# Extracted records
· · · · · · ·
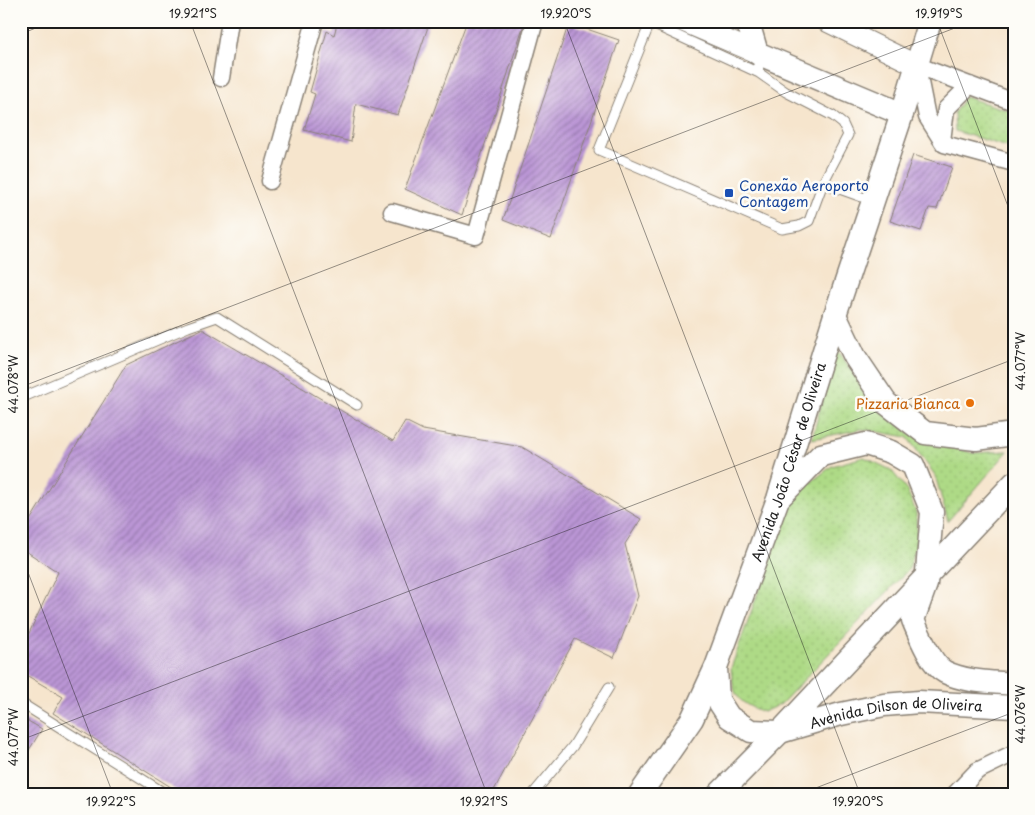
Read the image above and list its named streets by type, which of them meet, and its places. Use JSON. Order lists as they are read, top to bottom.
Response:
{
  "streets": {
    "main road": ["Avenida João César de Oliveira", "Avenida Dilson de Oliveira"]
  },
  "crossings": [
    ["Avenida João César de Oliveira", "Avenida Dilson de Oliveira"]
  ],
  "places": {
    "transit": ["Conexão Aeroporto Contagem"],
    "other": ["Pizzaria Bianca"]
  },
  "coordinates": [
    "19.921°S",
    "19.920°S",
    "19.919°S",
    "44.077°W",
    "44.078°W",
    "44.076°W",
    "19.922°S"
  ]
}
· · · · · · ·
# PROBLEM TO SOLVE
Exclude all images and restate the records above word for word.

# ANSWER FOR THE TASK
Read the image above and list its named streets by type, which of them meet, and its places. Use JSON. Order lists as they are read, top to bottom.
Response:
{
  "streets": {
    "main road": ["Avenida João César de Oliveira", "Avenida Dilson de Oliveira"]
  },
  "crossings": [
    ["Avenida João César de Oliveira", "Avenida Dilson de Oliveira"]
  ],
  "places": {
    "transit": ["Conexão Aeroporto Contagem"],
    "other": ["Pizzaria Bianca"]
  },
  "coordinates": [
    "19.921°S",
    "19.920°S",
    "19.919°S",
    "44.077°W",
    "44.078°W",
    "44.076°W",
    "19.922°S"
  ]
}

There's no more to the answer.